I have spent two days of my computer time downloading a 49 track fan-made album of remixes of Earthbound tracks.
Why would I do something like this? When I could have been doing homework that I really need to do, and that would have saved me a lot of time this weekend, I read up on my Earthbound on Wikipedia and chanced upon the words "Free album, Bound Together." So, being the total geek that I am, I clicked on the link. It had a great picture of Earthbound stuff on the page, and then a link saying "Free Torrent." I've never torrented anything before, so I had to download a program that would let me use it. So I spent 2 hours or so doing all of that, only to discover that I would have to wait another 3 and a half hours to listen to the damn thing.
So, I left it on all night and let it go. And then I didn't get a chance to go on the computer after that until now.
And guess what.
IT'S AMAZING
I had to go through so much work to get it on the pod though. Deleted some old Ben music that I never listened to to make room for it.
Replacing old with old new. I find that interesting.
Why am I so obsessed with nostalgia? Earthbound is a 1994-5 Super Nintendo game. It's not well known, and usually the only way a common person who enjoys video games at least a little would know it is from Super Smash Bros. It's just a cult classic. It's not even my favourite video game.
But it's so weird. Maybe it's because it's so unknown that I love it. Zelda is amazing of course, but most people have played/heard of it. Even people who don't frequent Nintendo so much.
But back to the nostalgia.
Why does it matter so much to me? Why am I living back in the 90's?

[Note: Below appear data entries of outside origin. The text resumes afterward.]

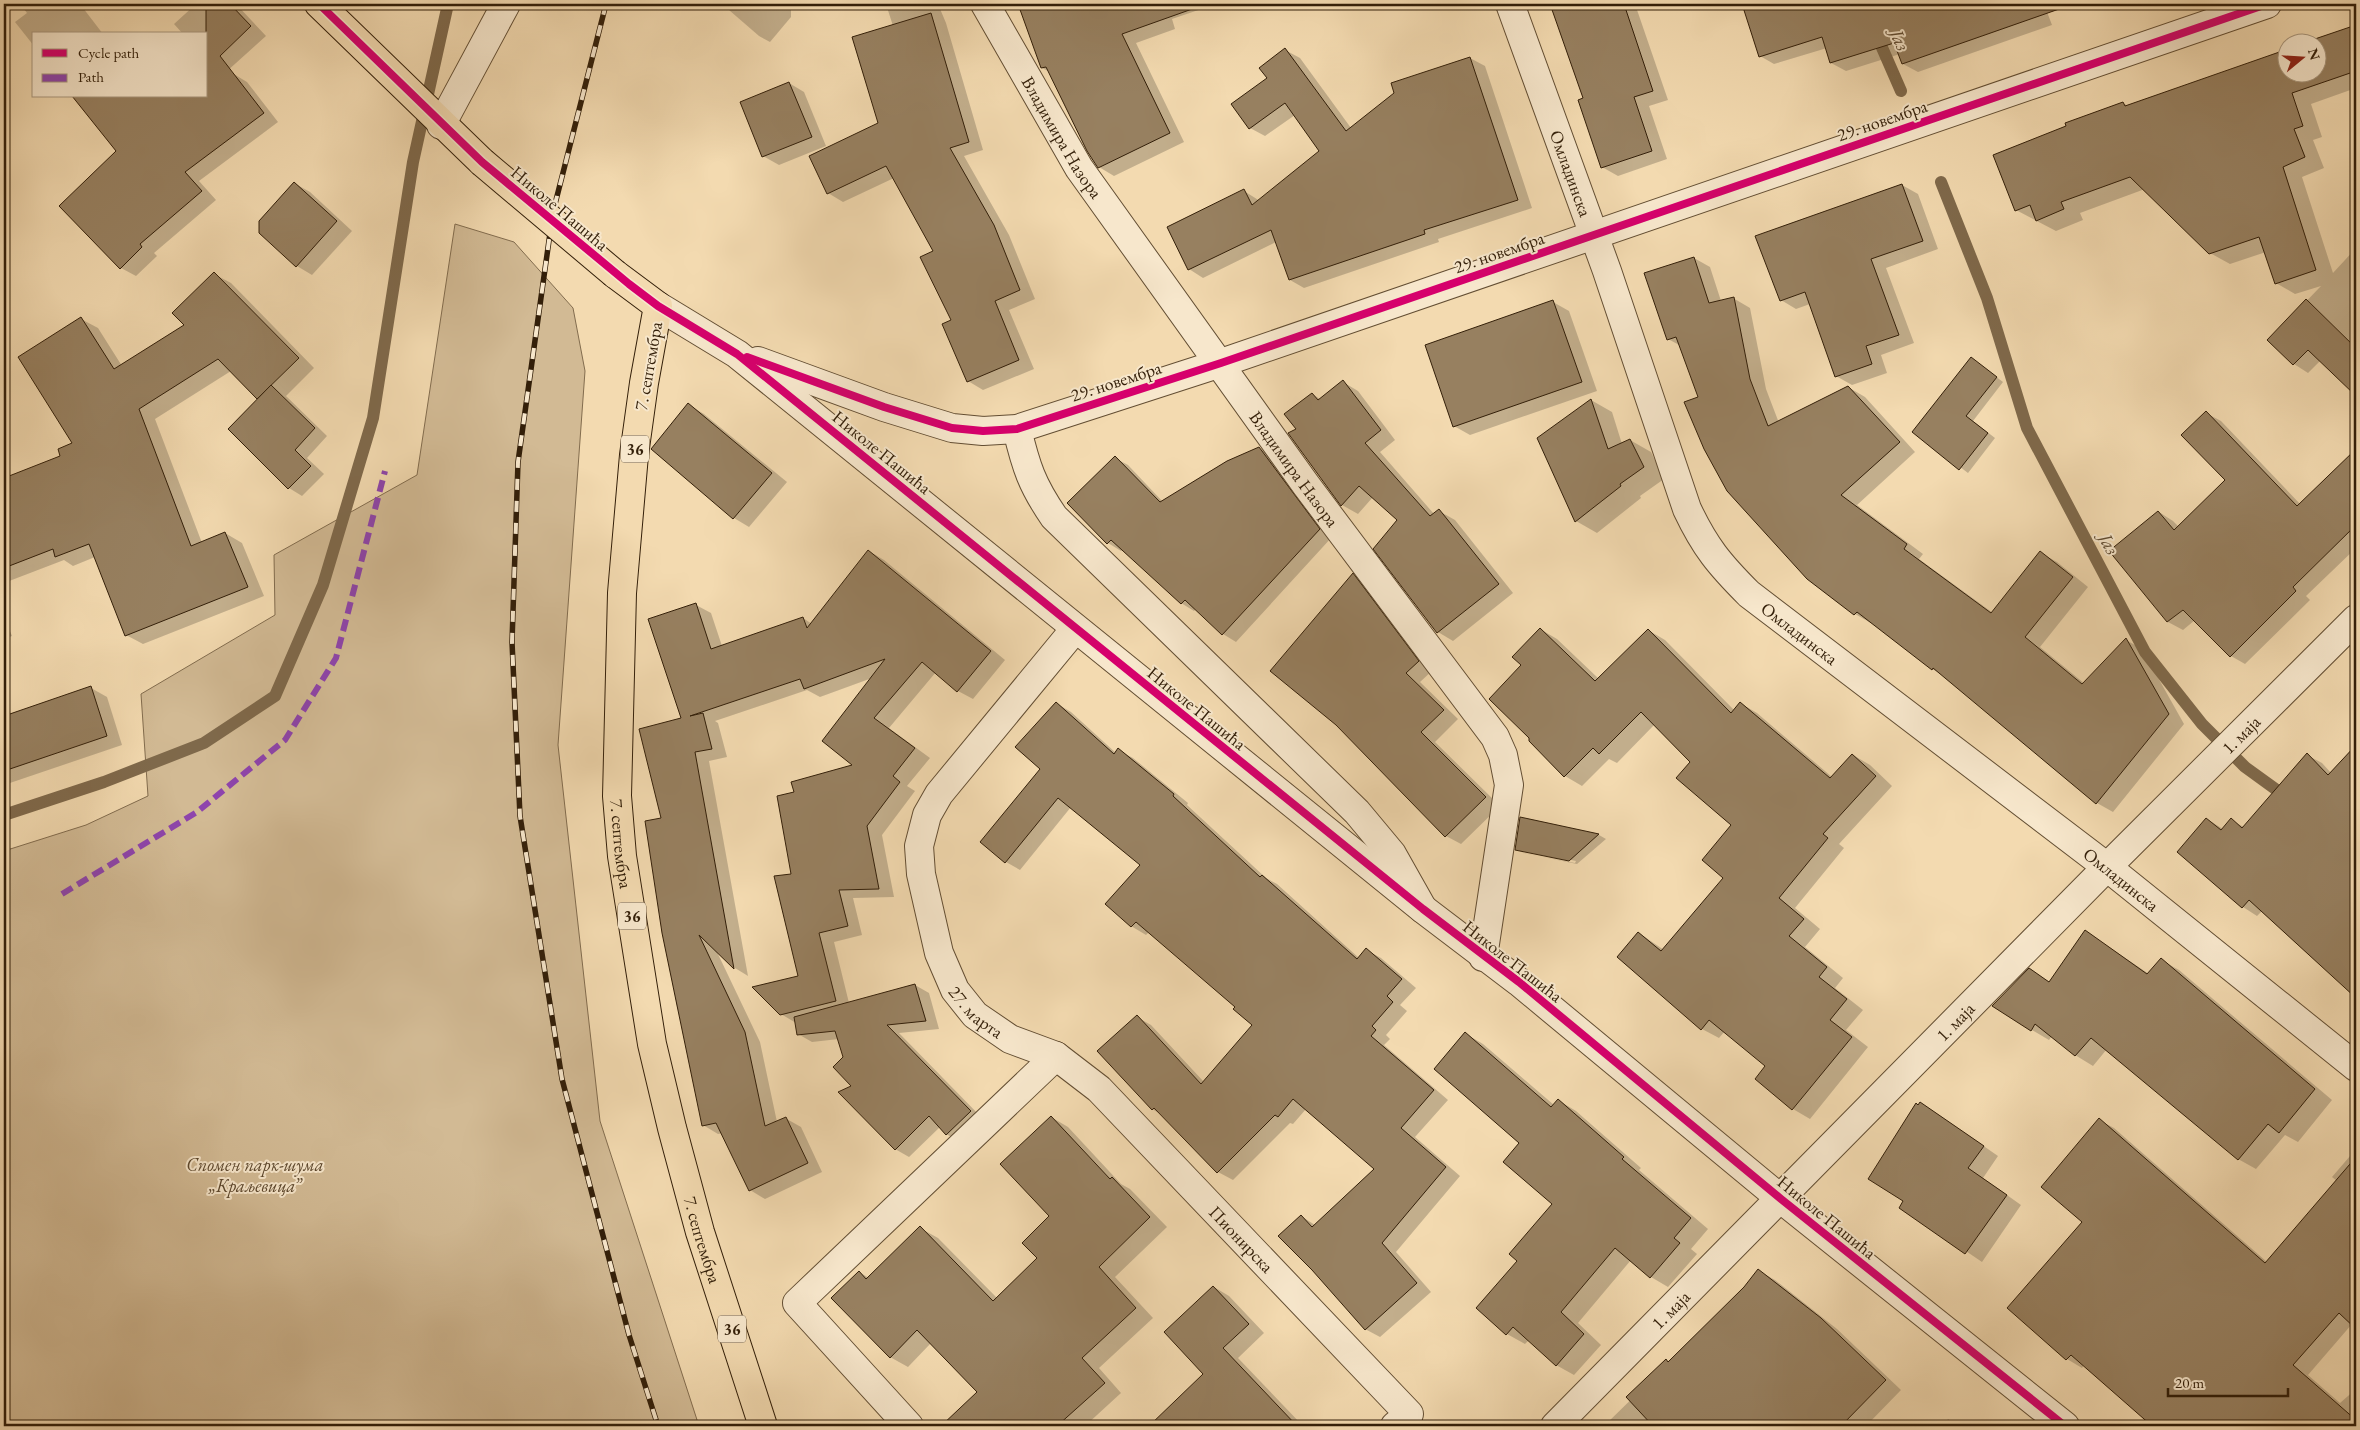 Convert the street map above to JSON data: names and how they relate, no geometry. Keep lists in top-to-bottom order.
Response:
{
  "streets": {
    "main road": ["Николе Пашића", "7. септембра", "36"],
    "street": [
      "29. новембра",
      "Владимира Назора",
      "Омладинска",
      "1. маја",
      "27. марта",
      "Пионирска"
    ]
  },
  "crossings": [
    ["29. новембра", "Владимира Назора"],
    ["29. новембра", "Омладинска"],
    ["29. новембра", "Николе Пашића"],
    ["Владимира Назора", "Николе Пашића"],
    ["Омладинска", "1. маја"],
    ["Николе Пашића", "7. септембра"],
    ["Николе Пашића", "1. маја"],
    ["Николе Пашића", "27. марта"],
    ["27. марта", "Пионирска"]
  ],
  "water": ["Јаз"],
  "parks": ["Спомен парк-шума „Краљевица”"],
  "legend": ["Cycle path", "Path"],
  "scale_bar": "20 m",
  "north": "right"
}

Maybe it's because I'm the youngest. I got to see quite a bit of high school from my sisters, and that's when they were in it. And it seemed so...amazing coming from them. Maybe that's what I wanted.
Who knows?
And probably, who the hell cares?
I don't like forgetting things. Who wants to forget? It makes little sense to me. If you forget then you don't learn. And while some things may have sucked, I think it just makes you who you are if you remember, or try to remember everything that has happened in your past.
Even if I wish some things had not happened, I hope I never forget them.
Even if they make me sad, or jealous, or angry, or whatever, I want my memories to linger. As long as possible.
The past is too important to me.
Without the past there is no future.